In Stella’s studio, when I visited, there was a meticulous re-creation of the doomed Exxon Valdez oil tanker and another of the Hindenburg zeppelin, which Stella had attached to a sculpture with curving rods. His largest works are fabricated by outside specialists. “What we do is basically model making,” he said, “so it’s nice to see what the other people do.” Asked about those ominous vehicles, Stella replied only, “I don’t know. Somehow disasters seem to come to mind.”
Sitting on one table was a 3-D-printed scale model for a soaring pavilion with a carbon-fiber roof. Such new works often start as digital scans, which Stella has assistants tweak on a computer. One piece grew out of a starburst-like seedpod that he picked up at the New York Botanical Garden. Others have been known to come from clippings from the children’s nature magazine Ranger Rick. It is hard to square this extroverted work, with its sci-fi expressionist look, with the just-the-facts paintings of Stella’s early career, but it shares with them a certain probing sensibility, a desire to cut up and morph space.
How does he know when an object or image will work as a scan? “Well, I don’t think it’s very tricky,” Stella said. “It’s basically about the geometries. So, there’s plane geometry, there’s solid geometry, and then there are more complex—there’s topology with complex surfaces and curved surfaces.
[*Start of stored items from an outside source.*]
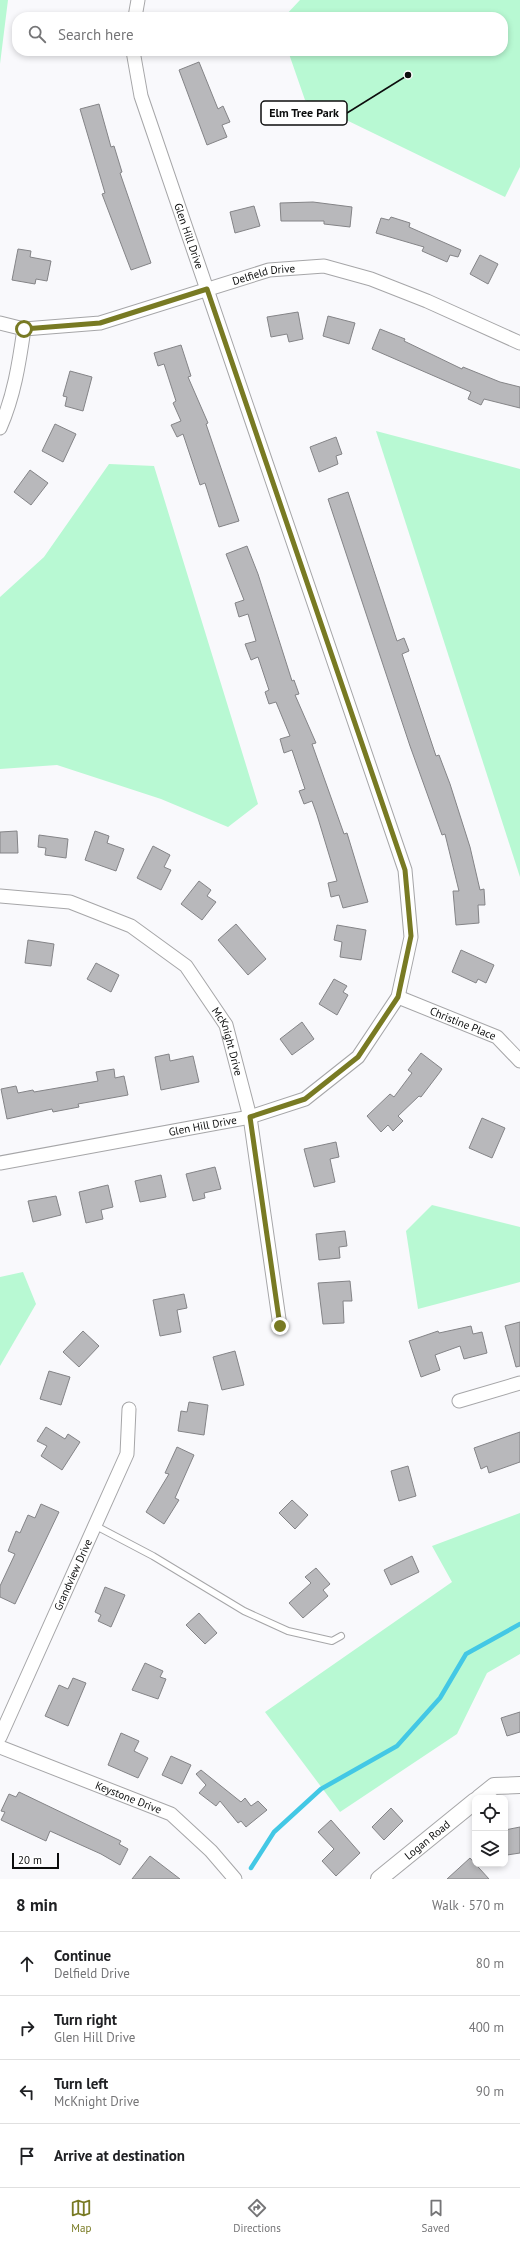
<!DOCTYPE html>
<html lang="en">
<head>
<meta charset="utf-8">
<style>
	:root { --surface:#fff; --page:#f6f6f6; --text:#202124; --muted:#757577; --line:#e0e0e0; --accent:#787a23 }
	body { margin:0; font-family:"PT Sans",sans-serif; background:var(--page); color:var(--text) }
	.controls { position:absolute; right:12px; bottom:12px; display:grid; overflow:hidden; border-radius:8px; box-shadow:0 2px 6px #0003 }
	.controls button { width:36px; height:36px; display:grid; place-items:center; padding:0; border:0; border-bottom:1px solid var(--line); background:var(--surface); color:var(--text); font:20px sans-serif }
	.scale { position:absolute; left:12px; bottom:10px; width:47px; box-sizing:border-box; padding-left:4px; border:2px solid #0c0d0d; border-top:0; font-size:11px; line-height:14px; white-space:nowrap; color:#0c0d0d; -webkit-text-stroke:3px #fff; paint-order:stroke }
	.stop { position:absolute; width:12px; height:12px; margin:-9px; border:3px solid #787a23; border-radius:50%; background:#fff }
	.stop.end { background:#787a23; border-color:#fff; box-shadow:0 1px 4px #0008 }
	.list { margin:0; padding:0; list-style:none }
	h2 { display:flex; justify-content:space-between; align-items:center; height:52px; margin:0; padding:0 16px; font-size:17px }
	h2 small { font-size:13px; font-weight:400; color:var(--muted) }
	.list li { display:grid; grid-template-columns:26px 1fr auto; gap:12px; align-items:center; box-sizing:border-box; height:64px; padding:0 16px; border-top:1px solid var(--line) }
	.list b { display:block; font-size:15px; white-space:nowrap }
	.list p { margin:0; font-size:13px; white-space:nowrap; color:var(--muted) }
	.list em { font-size:13px; font-style:normal; color:var(--muted) }
	.icon { flex:none; width:22px; height:22px; fill:none; stroke:currentColor; stroke-width:2; stroke-linecap:round; stroke-linejoin:round }
	.map { position:relative; flex:none; width:520px; height:1879px; overflow:hidden }
	.search { position:absolute; background:var(--surface); box-shadow:0 2px 6px #0003; left:12px; right:12px; top:12px; height:44px; display:flex; align-items:center; gap:10px; box-sizing:border-box; padding:0 14px; border-radius:16px; color:var(--muted); font-size:15px }
	.sheet { height:308px; background:var(--surface) }
	nav { display:flex; justify-content:space-around; align-items:center; box-sizing:border-box; height:56px; border-top:1px solid var(--line); background:var(--surface); font-size:11px; color:var(--muted) }
	nav a { display:grid; justify-items:center; gap:2px }
	nav .on { color:var(--accent) }
	.map>svg:first-child { display:block }
	.green { fill:#b8f9d3 }
	.lines { fill:none; stroke-linecap:round; stroke-linejoin:round }
	.stream { stroke:#43c8e5; stroke-width:4.5 }
	.building { fill:#b8b8bb; stroke:#848487 }
	.service-casing { stroke:#a6a6a8; stroke-width:8 }
	.minor-casing { stroke:#a6a6a8; stroke-width:15 }
	.tertiary-casing { stroke:#a6a6a8; stroke-width:18 }
	.service { stroke:#fff; stroke-width:6 }
	.minor { stroke:#fff; stroke-width:13 }
	.tertiary { stroke:#fff; stroke-width:16 }
	.route { stroke:#787a23; stroke-width:5 }
	.labels { text-anchor:middle; stroke-width:3; stroke-linejoin:round; paint-order:stroke }
	.street-label { font-size:11px; fill:#0c0d0d; stroke:#fff }
	.leader { fill:none; stroke:#0c0d0d; stroke-width:1.5 }
	.callout-dot { fill:#0c0d0d; stroke:#fff; stroke-width:1.5 }
	.callout { fill:#fff; stroke:#0c0d0d; stroke-width:1.5 }
	.callout-label { font-size:12px; text-anchor:middle; font-weight:bold; fill:#0c0d0d }
</style>
</head>
<body>
<div class="map">
<svg width="520" height="1879" viewBox="0 0 520 1879">
	<rect width="100%" height="100%" fill="#f9f9fc"/>
	<g class="green">
		<polygon points="0,0 8,0 0,64"/>
		<polygon points="300,0 520,0 520,167 505,197 305,100 288,51 503,51 503,17 284,17"/>
		<polygon points="376,431 520,469 520,877"/>
		<polygon points="109,464 154,466 258,804 228,827 161,799 57,765 0,769 0,597 44,557"/>
		<polygon points="432,1205 520,1227 520,1282 418,1309 406,1231"/>
		<polygon points="23,1272 36,1304 0,1366 0,1277"/>
		<polygon points="520,1513 520,1654 487,1673 457,1734 340,1812 265,1712 452,1582 432,1546"/>
	</g>
	<g class="lines">
		<polyline class="stream" points="251,1868 274,1832 321,1789 397,1746 440,1698 466,1654 520,1624"/>
	</g>
	<g class="building">
		<polygon points="199,62 218,109 223,106 230,122 222,125 227,137 207,145 179,70"/>
		<polygon points="99,104 111,147 114,146 122,172 120,173 151,263 131,270 102,194 105,193 80,109"/>
		<polygon points="313,202 352,207 350,227 324,224 324,221 281,221 280,203"/>
		<polygon points="254,206 260,226 235,233 230,212"/>
		<polygon points="391,217 410,223 409,227 461,250 458,257 450,255 447,262 422,251 424,247 376,233 381,218 389,220"/>
		<polygon points="18,249 31,251 30,257 51,261 47,281 36,279 35,284 12,280"/>
		<polygon points="480,255 498,264 488,284 470,274"/>
		<polygon points="298,312 303,339 289,342 287,334 271,337 267,317"/>
		<polygon points="328,316 355,323 349,344 323,336"/>
		<polygon points="380,329 405,339 404,341 462,369 463,367 500,382 520,387 520,408 484,399 481,405 468,399 471,392 372,349"/>
		<polygon points="181,345 191,376 188,377 208,423 206,424 239,521 219,527 205,483 200,485 183,434 177,437 171,425 181,421 173,403 176,401 164,364 158,366 154,353"/>
		<polygon points="70,371 92,377 83,411 65,406 67,397 63,396"/>
		<polygon points="55,424 76,434 63,462 42,451"/>
		<polygon points="336,437 342,454 336,456 338,464 319,472 310,447"/>
		<polygon points="30,470 48,483 31,505 14,492"/>
		<polygon points="348,492 397,641 404,638 409,651 402,654 436,756 439,755 450,784 470,847 480,890 484,889 485,905 478,905 479,923 456,925 453,891 459,891 445,834 442,835 410,746 328,499"/>
		<polygon points="247,546 258,574 292,681 294,680 299,694 295,695 316,743 312,744 344,834 347,833 368,902 343,908 339,895 331,897 328,883 337,881 317,815 312,801 304,804 299,791 305,789 292,750 284,753 280,739 290,736 276,702 269,704 265,692 269,690 258,657 251,660 245,644 256,641 248,614 239,617 235,603 244,600 226,554"/>
		<polygon points="17,831 18,853 0,853 0,832"/>
		<polygon points="95,831 109,836 107,843 124,849 116,871 85,860"/>
		<polygon points="39,835 68,839 66,858 45,855 46,848 38,847"/>
		<polygon points="153,846 170,855 164,867 171,870 161,890 137,878"/>
		<polygon points="199,881 211,890 207,896 216,902 202,920 181,904"/>
		<polygon points="236,924 266,959 248,975 218,940"/>
		<polygon points="337,925 366,930 361,960 340,957 342,942 334,940"/>
		<polygon points="28,940 54,944 51,966 25,963"/>
		<polygon points="461,950 494,965 486,983 478,979 476,983 452,972"/>
		<polygon points="96,963 119,975 111,992 87,979"/>
		<polygon points="334,979 347,986 343,992 348,995 337,1015 319,1004"/>
		<polygon points="302,1022 314,1039 292,1055 280,1039"/>
		<polygon points="421,1053 442,1069 440,1072 421,1097 419,1096 398,1116 403,1121 393,1131 388,1125 381,1132 367,1116 390,1094 394,1097 412,1073 408,1070"/>
		<polygon points="169,1054 170,1061 193,1056 199,1082 161,1090 155,1057"/>
		<polygon points="114,1069 115,1078 124,1076 128,1095 78,1104 79,1107 53,1112 52,1109 7,1119 1,1089 16,1086 18,1093 33,1090 34,1092 98,1081 96,1072"/>
		<polygon points="482,1118 505,1128 492,1158 469,1148"/>
		<polygon points="336,1142 339,1157 330,1159 335,1182 314,1187 304,1149"/>
		<polygon points="215,1167 221,1189 204,1193 205,1198 193,1201 186,1174"/>
		<polygon points="161,1175 166,1197 140,1202 135,1181"/>
		<polygon points="108,1185 113,1207 101,1210 103,1219 86,1223 79,1192"/>
		<polygon points="56,1196 61,1215 33,1222 28,1201"/>
		<polygon points="345,1231 347,1246 339,1247 340,1258 319,1260 316,1234"/>
		<polygon points="350,1281 352,1301 343,1301 344,1323 323,1324 318,1283"/>
		<polygon points="184,1294 187,1308 177,1310 181,1332 160,1336 153,1300"/>
		<polygon points="520,1322 520,1366 516,1367 505,1326"/>
		<polygon points="471,1326 473,1334 482,1332 487,1353 464,1359 460,1346 435,1355 440,1370 421,1377 409,1341 438,1331 439,1333"/>
		<polygon points="83,1331 99,1346 79,1367 63,1352"/>
		<polygon points="235,1351 244,1385 222,1390 213,1357"/>
		<polygon points="49,1371 70,1377 61,1405 40,1399"/>
		<polygon points="189,1402 208,1405 204,1435 178,1431 181,1411 187,1412"/>
		<polygon points="46,1427 65,1439 68,1434 80,1442 62,1470 41,1456 47,1446 37,1441"/>
		<polygon points="520,1432 520,1462 489,1473 487,1466 481,1469 474,1448"/>
		<polygon points="177,1447 194,1455 175,1498 179,1500 164,1524 146,1512 169,1474 165,1473"/>
		<polygon points="408,1466 416,1496 399,1501 391,1471"/>
		<polygon points="292,1500 308,1515 295,1529 279,1513"/>
		<polygon points="41,1504 59,1512 15,1604 0,1597 0,1586 15,1554 8,1551 16,1531 20,1533 28,1515 35,1518"/>
		<polygon points="412,1556 419,1572 391,1585 384,1570"/>
		<polygon points="316,1568 330,1584 323,1590 328,1596 303,1618 289,1603 311,1583 305,1577"/>
		<polygon points="105,1587 125,1595 111,1627 98,1621 101,1615 95,1612"/>
		<polygon points="199,1613 217,1633 205,1644 186,1625"/>
		<polygon points="145,1663 163,1671 160,1677 166,1679 158,1699 132,1690"/>
		<polygon points="73,1678 86,1683 68,1726 45,1716 59,1685 68,1689"/>
		<polygon points="520,1712 520,1732 507,1736 501,1718"/>
		<polygon points="121,1733 139,1741 134,1751 148,1758 138,1778 108,1765"/>
		<polygon points="171,1756 191,1765 182,1784 162,1775"/>
		<polygon points="201,1770 241,1802 245,1798 251,1806 258,1801 267,1810 246,1827 241,1821 238,1823 220,1801 216,1806 199,1793 206,1785 196,1774"/>
		<polygon points="19,1792 121,1841 119,1844 128,1849 120,1865 101,1854 50,1831 46,1841 1,1820 5,1812 1,1811 9,1794 16,1797"/>
		<polygon points="391,1808 403,1821 384,1840 372,1827"/>
		<polygon points="331,1820 360,1853 336,1876 322,1861 334,1849 318,1832"/>
		<polygon points="520,1827 520,1853 507,1855 505,1830"/>
		<polygon points="150,1856 180,1879 132,1879"/>
		<polygon points="470,1858 489,1879 447,1879"/>
	</g>
	<g class="lines">
		<defs>
			<polyline id="service" points="96,1526 153,1556 244,1611 288,1631 332,1641 341,1636"/>
			<g id="minor">
				<polyline points="135,17 138,0"/>
				<path id="s1" d="M0 323 24 329 100 323 269 270 324 266 371 279 427 301 520 343"/>
				<path d="M0 428C14 396 19 364 24 329"/>
				<path id="s2" d="M0 896 70 902 131 926 186 966 226 1025 250 1117 280 1326"/>
				<path id="s3" d="M398 997 497 1037 520 1061"/>
				<path id="s4" d="M0 1163 250 1117 305 1099 358 1057 398 997 411 937 405 870 141 96 133 51"/>
				<polyline points="459,1401 520,1383"/>
				<path id="s5" d="M0 1737 127 1454 129 1409"/>
				<path id="s6" d="M0 1747 171 1814 211 1851 235 1879"/>
			</g>
			<g id="tertiary">
				<polyline points="479,1798 494,1786 520,1785"/>
				<path id="s7" d="M379 1879 475 1801"/>
			</g>
		</defs>
		<use href="#service" class="service-casing"/>
		<use href="#minor" class="minor-casing"/>
		<use href="#tertiary" class="tertiary-casing"/>
		<use href="#service" class="service"/>
		<use href="#minor" class="minor"/>
		<use href="#tertiary" class="tertiary"/>
	</g>
	<g class="lines">
		<polyline class="route" points="24,329 100,323 207,289 405,870 411,936 398,997 358,1057 305,1099 250,1117 280,1326"/>
	</g>
	<g class="labels">
		<g class="street-label">
			<text transform="translate(189 236) rotate(71)" y="4">Glen Hill Drive</text>
			<text dy="4" stroke="none"><textPath href="#s1" startOffset="272">Delfield Drive</textPath></text>
			<text dy="4" stroke="none"><textPath href="#s3" startOffset="70">Christine Place</textPath></text>
			<text dy="4" stroke="none"><textPath href="#s2" startOffset="291">McKnight Drive</textPath></text>
			<text dy="4" stroke="none"><textPath href="#s4" startOffset="206">Glen Hill Drive</textPath></text>
			<text dy="4" stroke="none"><textPath href="#s5" startOffset="178">Grandview Drive</textPath></text>
			<text dy="4" stroke="none"><textPath href="#s6" startOffset="138">Keystone Drive</textPath></text>
			<text dy="4" stroke="none"><textPath href="#s7" startOffset="62">Logan Road</textPath></text>
		</g>
	</g>
	<path class="leader" d="M408 75L347 113"/>
	<circle class="callout-dot" cx="408" cy="75" r="4"/>
	<rect class="callout" x="261" y="101" width="86" height="24" rx="4"/>
	<g class="callout-label">
		<text x="304" y="117">Elm Tree Park</text>
	</g>
</svg>
<div class="controls">
<button><svg class="icon" aria-label="locate" viewBox="0 0 24 24"><circle cx="12" cy="12" r="6"/><path d="M12 2v4M12 18v4M2 12h4M18 12h4"/></svg></button>
<button><svg class="icon" aria-label="layers" viewBox="0 0 24 24"><path d="M12 4l9 5-9 5-9-5zM3 14l9 5 9-5"/></svg></button>
</div>
<div class="scale">20 m</div>
<div class="stop" style="left:24px;top:329px"></div>
<div class="stop end" style="left:280px;top:1326px"></div>
<div class="search"><svg class="icon" aria-label="search" viewBox="0 0 24 24"><circle cx="10" cy="10" r="6"/><path d="M15 15l6 6"/></svg>Search here</div>
</div>
<section class="sheet">
<h2>8 min<small>Walk · 570 m</small></h2>
<ul class="list">
<li><svg class="icon" aria-label="ahead" viewBox="0 0 24 24"><path d="M12 20V5M6 11l6-6 6 6"/></svg><div><b>Continue</b><p>Delfield Drive</p></div><em>80 m</em></li>
<li><svg class="icon" aria-label="right" viewBox="0 0 24 24"><path d="M7 20v-9h11M14 6l5 5-5 5"/></svg><div><b>Turn right</b><p>Glen Hill Drive</p></div><em>400 m</em></li>
<li><svg class="icon" aria-label="left" viewBox="0 0 24 24"><path d="M17 20v-9H6M10 6l-5 5 5 5"/></svg><div><b>Turn left</b><p>McKnight Drive</p></div><em>90 m</em></li>
<li><svg class="icon" aria-label="arrive" viewBox="0 0 24 24"><path d="M6 21V4h12l-3 4 3 4H6"/></svg><div><b>Arrive at destination</b></div></li>
</ul>
</section>
<nav>
<a class="on"><svg class="icon" aria-label="map" viewBox="0 0 24 24"><path d="M3 6l6-2 6 2 6-2v14l-6 2-6-2-6 2zM9 4v14M15 6v14"/></svg>Map</a>
<a><svg class="icon" aria-label="directions" viewBox="0 0 24 24"><path d="M12 3l9 9-9 9-9-9zM9 14v-3h6M13 9l2 2-2 2"/></svg>Directions</a>
<a><svg class="icon" aria-label="saved" viewBox="0 0 24 24"><path d="M7 4h10v16l-5-4-5 4z"/></svg>Saved</a>
</nav>
</body>
</html>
That sounds like, well, that’s kind of boring: ‘It’s just about geometry.’ But on the other hand, nobody makes art that—you know, you have to have a geometry to make marks on.”
That put him in mind of Paleolithic cave paintings. “Actually, in Lascaux they had quite a complicated geometry, the surfaces,” he said. “It’s insanely complicated. It’s a cave, okay. It’s a big cave, and then it gets small, then it’s big. They’re working quite a bit on almost all the surfaces. It’s a little hard to see.
“I went once,” he continued. “They let me in the beginning part about 20 years ago.” He sighed. “And it was great.”
His wry, gruff mood, which had momentarily lifted, returned. I had been told that Stella kept in his collection pieces from throughout his career, but he brushed aside that idea. “That’s a fantasy,” he said. The only work he still has was sitting in his studio. “And I didn’t hold onto it,” he said. “It’s what I can’t sell.”
Andrew Russeth is co-excutive editor at ARTnews.